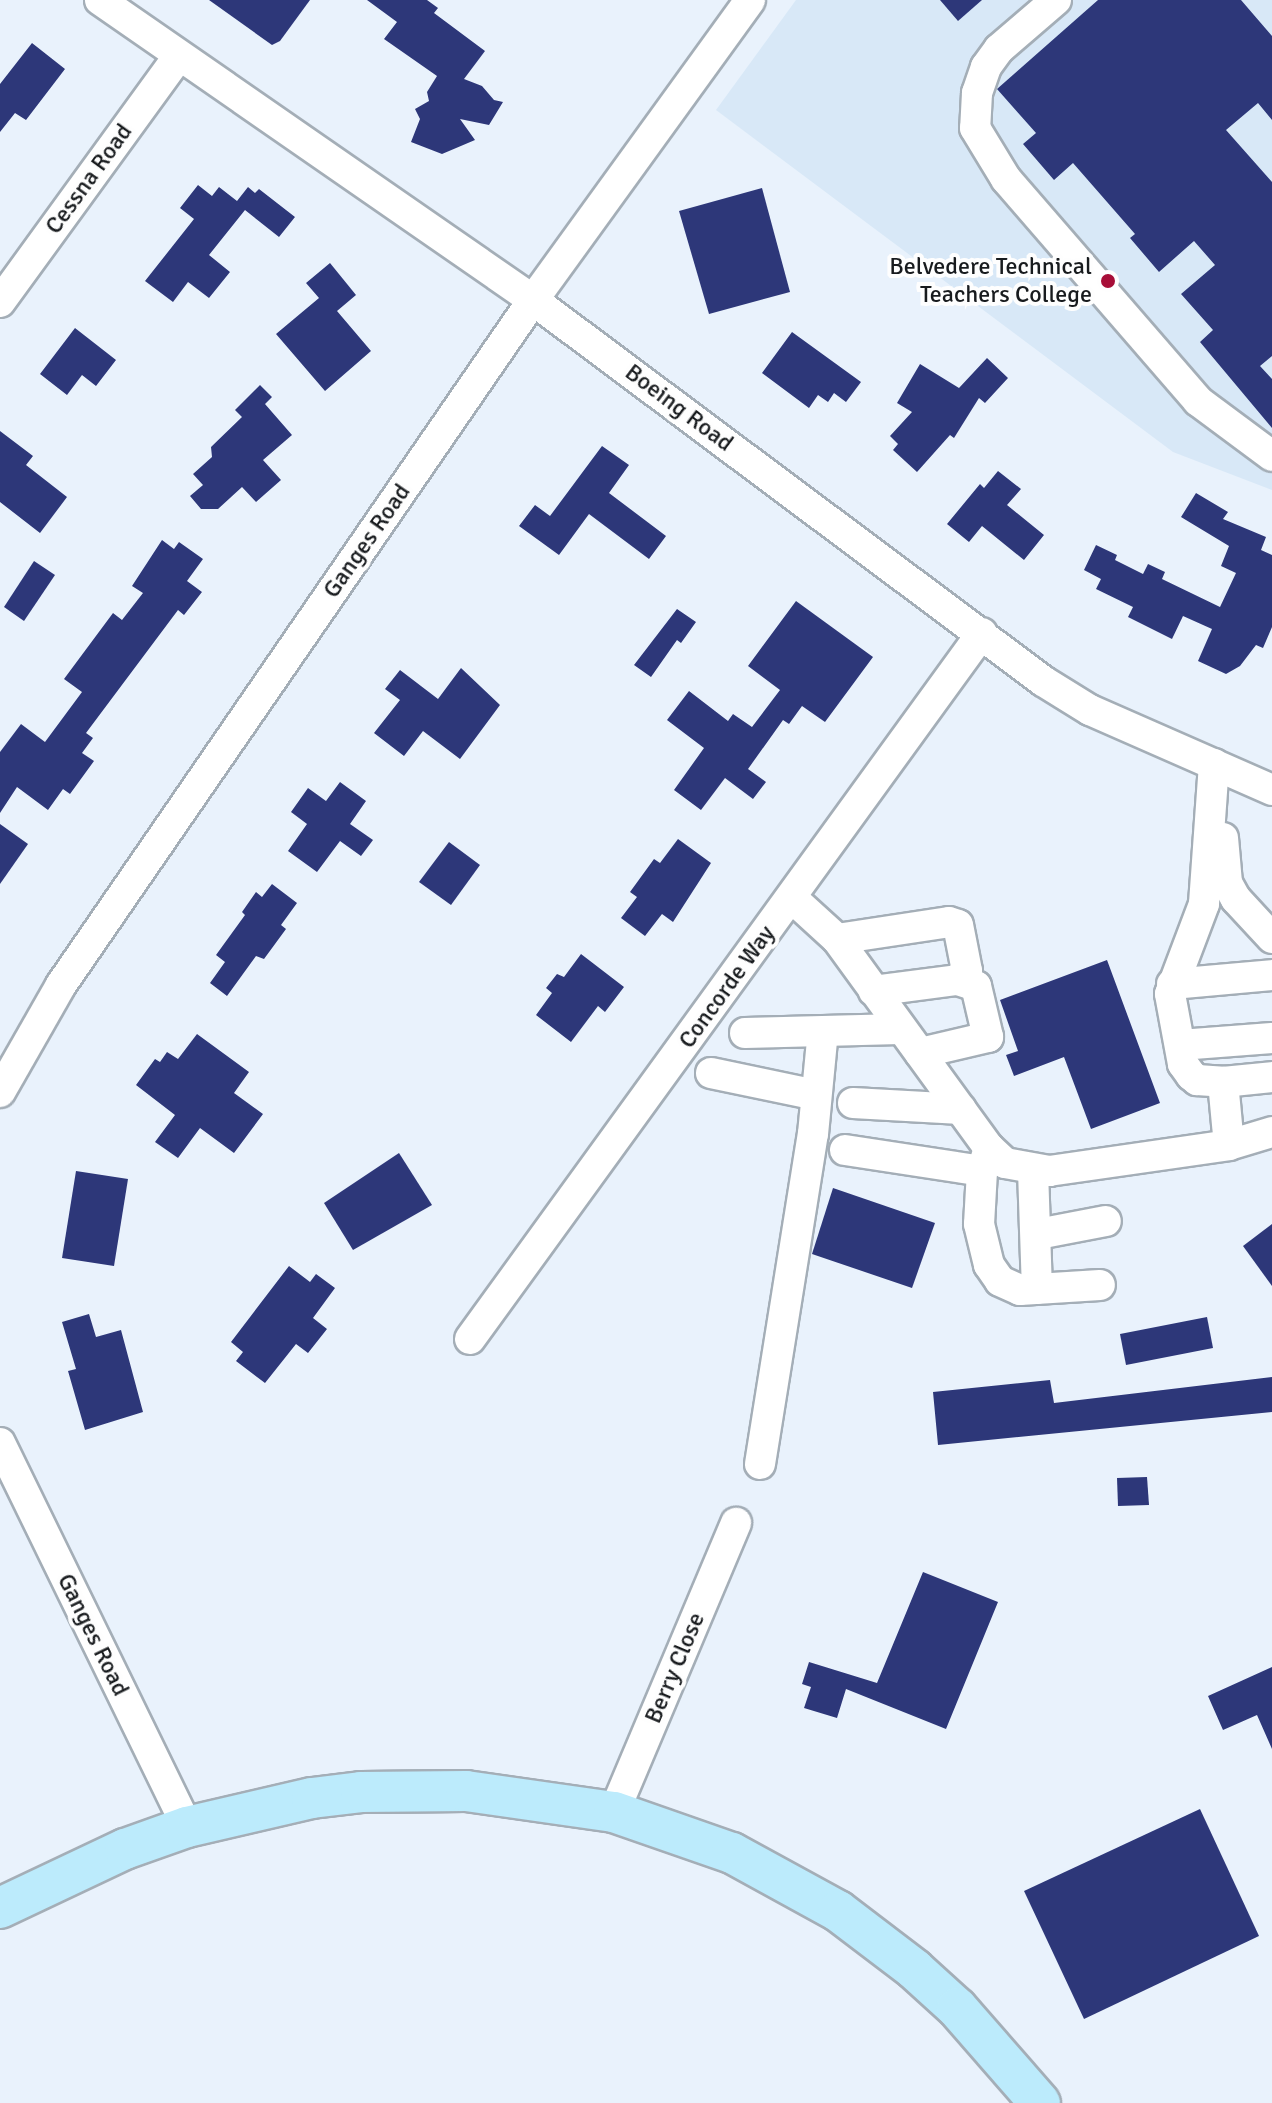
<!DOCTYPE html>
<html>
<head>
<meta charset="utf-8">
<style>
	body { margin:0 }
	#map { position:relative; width:1272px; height:2103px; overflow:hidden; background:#e9f2fc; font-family:Signika,sans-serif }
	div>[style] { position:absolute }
	.built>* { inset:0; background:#d8e8f7 }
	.building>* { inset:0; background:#2d3779 }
	.roads { filter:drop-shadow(2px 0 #a4aeb7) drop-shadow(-2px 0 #a4aeb7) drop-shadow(0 2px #a4aeb7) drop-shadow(0 -2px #a4aeb7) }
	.minor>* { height:30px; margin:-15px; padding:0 15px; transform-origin:15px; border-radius:15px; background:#fff }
	.major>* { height:40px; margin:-20px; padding:0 20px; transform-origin:20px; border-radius:20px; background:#bcebfc }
	.dots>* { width:22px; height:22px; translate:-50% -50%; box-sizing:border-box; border:4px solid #fefefe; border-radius:50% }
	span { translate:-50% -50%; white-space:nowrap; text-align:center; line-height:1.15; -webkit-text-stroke:8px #fefefe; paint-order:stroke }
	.street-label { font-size:24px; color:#181b1e }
	.poi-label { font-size:24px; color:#181b1e }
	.right { translate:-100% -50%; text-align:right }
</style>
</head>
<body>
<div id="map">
	<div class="built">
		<div style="clip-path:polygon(796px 0,1272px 0,1272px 490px,1173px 452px,716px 110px)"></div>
	</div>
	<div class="building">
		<div style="clip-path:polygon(209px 0,310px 0,280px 41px,272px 45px)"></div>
		<div style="clip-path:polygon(367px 0,427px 0,438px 8px,434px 13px,485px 51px,464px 79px,482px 86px,494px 100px,503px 102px,489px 125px,460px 119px,475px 140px,442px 154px,411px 142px,420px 119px,415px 109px,429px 101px,427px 92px,437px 76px,384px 39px,397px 22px)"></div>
		<div style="clip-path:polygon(940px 0,982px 0,958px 21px)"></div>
		<div style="clip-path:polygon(1098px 0,1241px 0,1272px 36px,1272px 120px,1258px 103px,1226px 130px,1272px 182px,1272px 356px,1260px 366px,1272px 379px,1272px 428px,1200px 342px,1213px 330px,1181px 294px,1215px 265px,1194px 241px,1159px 272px,1130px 238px,1135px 234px,1073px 163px,1054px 180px,1023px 144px,1036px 133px,997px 89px)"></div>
		<div style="clip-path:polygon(32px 43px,65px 69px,26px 120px,15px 113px,0 132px,0 84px)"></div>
		<div style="clip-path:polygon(198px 185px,212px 196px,219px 187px,237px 201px,248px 187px,255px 193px,259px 189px,295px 217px,279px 237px,245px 210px,209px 255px,230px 272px,209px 298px,188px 282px,173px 302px,145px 281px,194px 219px,180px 208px)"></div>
		<div style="clip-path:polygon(762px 188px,790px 292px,709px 314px,679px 211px)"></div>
		<div style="clip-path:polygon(330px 263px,356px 295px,337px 311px,371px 351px,325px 391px,276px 334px,319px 298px,306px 283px)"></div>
		<div style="clip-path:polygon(75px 328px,116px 360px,96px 386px,82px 375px,67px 395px,40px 374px)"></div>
		<div style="clip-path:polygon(792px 332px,861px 382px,846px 402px,834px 393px,828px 402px,818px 395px,809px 408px,762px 373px)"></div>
		<div style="clip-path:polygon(987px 358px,1008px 378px,985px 403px,979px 398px,954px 438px,950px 435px,917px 472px,893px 450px,898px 444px,890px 436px,912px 412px,897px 403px,920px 364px,959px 388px)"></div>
		<div style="clip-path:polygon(260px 385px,272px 397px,265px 404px,292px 435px,263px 460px,281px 480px,256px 502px,242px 487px,218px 509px,201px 509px,190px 496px,203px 485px,193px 474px,212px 457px,211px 447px,242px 417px,235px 410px)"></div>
		<div style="clip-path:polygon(0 431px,33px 456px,26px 465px,67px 497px,40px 533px,0 502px)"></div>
		<div style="clip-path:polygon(602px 446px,629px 465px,609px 493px,666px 536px,649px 559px,589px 514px,559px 555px,519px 526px,535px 505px,550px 516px)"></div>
		<div style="clip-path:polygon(998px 471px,1021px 489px,1007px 505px,1044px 535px,1024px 560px,982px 526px,969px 542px,947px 524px,980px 484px,984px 488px)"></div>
		<div style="clip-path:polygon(1196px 493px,1228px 512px,1223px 519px,1266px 537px,1261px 550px,1272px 555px,1272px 627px,1263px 648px,1256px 645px,1240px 666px,1226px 674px,1198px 661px,1212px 629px,1183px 616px,1172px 639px,1128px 617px,1133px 607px,1096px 589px,1101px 579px,1084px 570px,1096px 545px,1117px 555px,1115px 560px,1143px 574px,1148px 564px,1165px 572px,1162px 579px,1220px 607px,1236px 573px,1221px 566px,1229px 546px,1181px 517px)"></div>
		<div style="clip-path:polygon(162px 540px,174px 549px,179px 542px,203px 559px,187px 581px,202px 592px,184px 615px,178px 610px,86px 733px,93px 738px,82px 753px,94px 761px,70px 794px,63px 789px,48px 810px,17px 787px,0 813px,0 752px,21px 724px,45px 742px,82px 692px,64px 679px,113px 613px,122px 620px,143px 593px,132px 586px)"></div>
		<div style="clip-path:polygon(34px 561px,55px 575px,24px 621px,4px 607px)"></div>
		<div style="clip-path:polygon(796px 601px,873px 657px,825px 722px,802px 706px,789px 724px,783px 720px,748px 769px,766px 782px,753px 799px,725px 778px,701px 810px,674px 790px,704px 748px,667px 720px,689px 691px,728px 721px,733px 714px,752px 727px,780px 690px,748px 666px)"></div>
		<div style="clip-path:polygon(677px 609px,696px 622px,681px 643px,677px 640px,651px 677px,634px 665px)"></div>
		<div style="clip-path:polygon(461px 668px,500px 705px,460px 759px,423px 731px,404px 756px,374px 733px,400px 700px,385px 689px,400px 670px,438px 699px)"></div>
		<div style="clip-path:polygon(340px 782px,366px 801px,350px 824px,373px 840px,361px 856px,340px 841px,317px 872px,288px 851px,307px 824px,291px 812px,308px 788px,326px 801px)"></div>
		<div style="clip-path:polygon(0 824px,28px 844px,0 884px)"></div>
		<div style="clip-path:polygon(678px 839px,711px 863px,673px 922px,662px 914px,645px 936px,621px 918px,637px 897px,630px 892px,654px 859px,660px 863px)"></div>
		<div style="clip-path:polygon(449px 842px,480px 865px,451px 905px,419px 882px)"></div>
		<div style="clip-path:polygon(272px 884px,297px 903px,281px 925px,286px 929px,264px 959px,256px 956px,227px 996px,210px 983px,225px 962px,216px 955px,245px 915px,242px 912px,256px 892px,262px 897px)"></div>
		<div style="clip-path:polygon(581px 954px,624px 987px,605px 1012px,598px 1006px,571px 1042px,536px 1015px,552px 993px,546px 988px,557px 974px,564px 977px)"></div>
		<div style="clip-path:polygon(1107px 960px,1160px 1103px,1091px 1129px,1064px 1057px,1014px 1076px,1006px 1055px,1018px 1051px,1000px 1000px)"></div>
		<div style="clip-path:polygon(197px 1034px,249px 1072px,234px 1093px,263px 1114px,234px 1153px,200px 1128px,178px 1158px,155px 1142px,175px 1115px,136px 1085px,155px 1059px,160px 1062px,167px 1052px,178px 1059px)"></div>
		<div style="clip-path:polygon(399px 1153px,432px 1205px,353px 1250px,324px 1203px)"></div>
		<div style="clip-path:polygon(76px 1171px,128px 1179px,114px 1266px,62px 1258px)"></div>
		<div style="clip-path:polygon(833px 1188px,935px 1223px,912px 1288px,812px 1254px)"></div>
		<div style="clip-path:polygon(1272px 1224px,1272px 1286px,1243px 1246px)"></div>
		<div style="clip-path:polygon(289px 1266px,310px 1282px,316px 1274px,335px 1288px,313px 1318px,327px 1329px,308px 1353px,296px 1344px,265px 1383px,236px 1361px,243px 1352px,231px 1342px)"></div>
		<div style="clip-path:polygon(89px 1314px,96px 1337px,121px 1330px,143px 1412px,85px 1430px,68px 1371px,76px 1369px,62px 1322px)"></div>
		<div style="clip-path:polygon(1207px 1317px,1213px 1348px,1126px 1365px,1120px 1334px)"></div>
		<div style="clip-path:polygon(1272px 1377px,1272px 1412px,938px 1445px,933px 1392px,1050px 1380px,1054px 1403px)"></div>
		<div style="clip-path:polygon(1147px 1477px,1149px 1505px,1118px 1506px,1117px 1478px)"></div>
		<div style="clip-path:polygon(923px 1572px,998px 1602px,946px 1729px,846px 1689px,837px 1718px,804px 1708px,811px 1687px,802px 1684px,809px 1662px,877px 1683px)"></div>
		<div style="clip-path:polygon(1272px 1667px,1272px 1749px,1257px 1715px,1223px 1730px,1208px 1696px)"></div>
		<div style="clip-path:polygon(1200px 1809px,1259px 1936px,1084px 2019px,1024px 1891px)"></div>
	</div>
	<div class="roads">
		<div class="minor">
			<div style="left:100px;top:0;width:527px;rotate:34.72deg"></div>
			<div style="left:533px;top:300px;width:637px;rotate:36.76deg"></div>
			<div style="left:1043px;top:681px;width:55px;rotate:31.7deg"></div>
			<div style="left:1090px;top:710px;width:199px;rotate:23.7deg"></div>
			<div style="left:1056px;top:0;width:75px;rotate:139.3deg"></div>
			<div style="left:999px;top:49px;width:22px;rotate:126deg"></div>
			<div style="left:986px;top:67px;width:28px;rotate:109deg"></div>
			<div style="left:977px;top:93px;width:35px;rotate:93deg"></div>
			<div style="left:975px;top:128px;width:60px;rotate:58.7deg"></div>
			<div style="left:1006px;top:179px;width:294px;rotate:49.1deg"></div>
			<div style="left:1198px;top:401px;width:92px;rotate:36.6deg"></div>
			<div style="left:0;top:302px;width:303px;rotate:-54deg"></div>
			<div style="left:1214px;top:764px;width:140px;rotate:94.1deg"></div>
			<div style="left:1204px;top:904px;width:96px;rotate:110.7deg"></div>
			<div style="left:1170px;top:994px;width:71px;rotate:79.5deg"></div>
			<div style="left:1183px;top:1064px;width:14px;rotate:54deg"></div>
			<div style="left:1191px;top:1075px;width:8px;rotate:40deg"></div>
			<div style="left:1197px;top:1080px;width:26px;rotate:4deg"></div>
			<div style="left:1223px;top:1082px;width:49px;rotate:-5.8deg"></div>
			<div style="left:1223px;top:838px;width:45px;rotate:84.9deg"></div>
			<div style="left:1227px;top:883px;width:18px;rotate:61deg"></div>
			<div style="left:1236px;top:899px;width:53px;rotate:47.3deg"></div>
			<div style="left:792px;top:898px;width:61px;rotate:42.3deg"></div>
			<div style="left:837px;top:939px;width:113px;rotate:-8.6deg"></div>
			<div style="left:949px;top:922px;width:9px;rotate:18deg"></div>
			<div style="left:958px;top:925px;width:47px;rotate:78.9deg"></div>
			<div style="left:967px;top:971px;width:13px;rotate:138deg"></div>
			<div style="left:957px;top:980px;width:84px;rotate:172.5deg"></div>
			<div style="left:837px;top:939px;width:258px;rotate:54deg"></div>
			<div style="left:989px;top:1148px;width:22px;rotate:43deg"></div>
			<div style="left:1005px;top:1163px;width:45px;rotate:10.3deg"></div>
			<div style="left:1049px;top:1171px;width:182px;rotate:-8.2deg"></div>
			<div style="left:1229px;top:1145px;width:45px;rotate:-16.8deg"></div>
			<div style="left:1172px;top:984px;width:100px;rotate:-5.1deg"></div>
			<div style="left:745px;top:1033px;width:155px;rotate:-1.5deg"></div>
			<div style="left:1180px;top:1045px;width:92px;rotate:-4.4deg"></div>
			<div style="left:920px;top:1053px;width:70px;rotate:-13.2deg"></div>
			<div style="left:988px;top:1037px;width:52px;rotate:-103.2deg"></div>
			<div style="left:976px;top:986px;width:20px;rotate:-162deg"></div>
			<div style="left:711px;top:1073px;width:107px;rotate:11.8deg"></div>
			<div style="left:1223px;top:1082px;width:63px;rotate:84.6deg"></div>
			<div style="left:0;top:1092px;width:123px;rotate:-60.3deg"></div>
			<div style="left:61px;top:985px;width:832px;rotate:-55.43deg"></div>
			<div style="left:533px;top:300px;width:370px;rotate:-54.1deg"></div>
			<div style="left:853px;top:1103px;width:108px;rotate:3.2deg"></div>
			<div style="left:989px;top:1148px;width:24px;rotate:107deg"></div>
			<div style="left:982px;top:1171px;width:53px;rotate:93.2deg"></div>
			<div style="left:979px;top:1224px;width:42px;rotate:76.3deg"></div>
			<div style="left:989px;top:1265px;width:19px;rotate:55deg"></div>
			<div style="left:1000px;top:1281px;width:22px;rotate:24deg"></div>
			<div style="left:1020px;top:1290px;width:80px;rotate:-3.6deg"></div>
			<div style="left:845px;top:1150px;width:139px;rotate:8.7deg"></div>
			<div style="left:1033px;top:1170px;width:119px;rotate:88.1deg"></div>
			<div style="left:1038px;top:1234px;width:69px;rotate:-10.8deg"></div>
			<div style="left:470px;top:1339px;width:872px;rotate:-54.05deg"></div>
			<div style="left:0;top:1443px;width:427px;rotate:64deg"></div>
			<div style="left:760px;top:1464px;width:334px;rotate:-80.9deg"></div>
			<div style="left:813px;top:1134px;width:103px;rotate:-84.5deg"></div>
			<div style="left:614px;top:1812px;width:314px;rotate:-67.1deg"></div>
		</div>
		<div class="major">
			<div style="left:0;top:1908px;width:138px;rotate:-25.3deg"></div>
			<div style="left:125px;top:1849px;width:66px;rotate:-19.5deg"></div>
			<div style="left:187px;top:1827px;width:128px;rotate:-13.1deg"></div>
			<div style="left:312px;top:1798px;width:49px;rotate:-7deg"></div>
			<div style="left:361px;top:1792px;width:105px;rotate:-0.5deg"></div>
			<div style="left:466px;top:1791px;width:149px;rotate:8.1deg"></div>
			<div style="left:614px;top:1812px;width:125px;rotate:19.2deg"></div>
			<div style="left:732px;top:1853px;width:121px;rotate:28.7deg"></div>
			<div style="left:838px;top:1911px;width:96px;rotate:37.3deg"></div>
			<div style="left:914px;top:1969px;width:58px;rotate:42.2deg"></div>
			<div style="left:957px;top:2008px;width:126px;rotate:48.9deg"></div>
		</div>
	</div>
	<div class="dots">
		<div style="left:1108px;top:281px;background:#a70e38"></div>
	</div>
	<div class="street-label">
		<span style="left:89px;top:179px;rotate:-54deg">Cessna Road</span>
		<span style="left:679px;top:408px;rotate:37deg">Boeing Road</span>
		<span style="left:367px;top:541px;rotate:-55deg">Ganges Road</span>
		<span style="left:727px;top:987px;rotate:-54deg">Concorde Way</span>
		<span style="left:93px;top:1635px;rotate:64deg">Ganges Road</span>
		<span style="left:675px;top:1668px;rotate:-67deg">Berry Close</span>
	</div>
	<div class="poi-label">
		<span class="right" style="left:1092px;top:281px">Belvedere Technical<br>Teachers College</span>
	</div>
</div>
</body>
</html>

INSTRUCTIONS TO FOLLOW ::
How many of the listing's lines contain "align"? Respond with a single number and nothing else.

OUTPUT FOR THIS TASK ::
2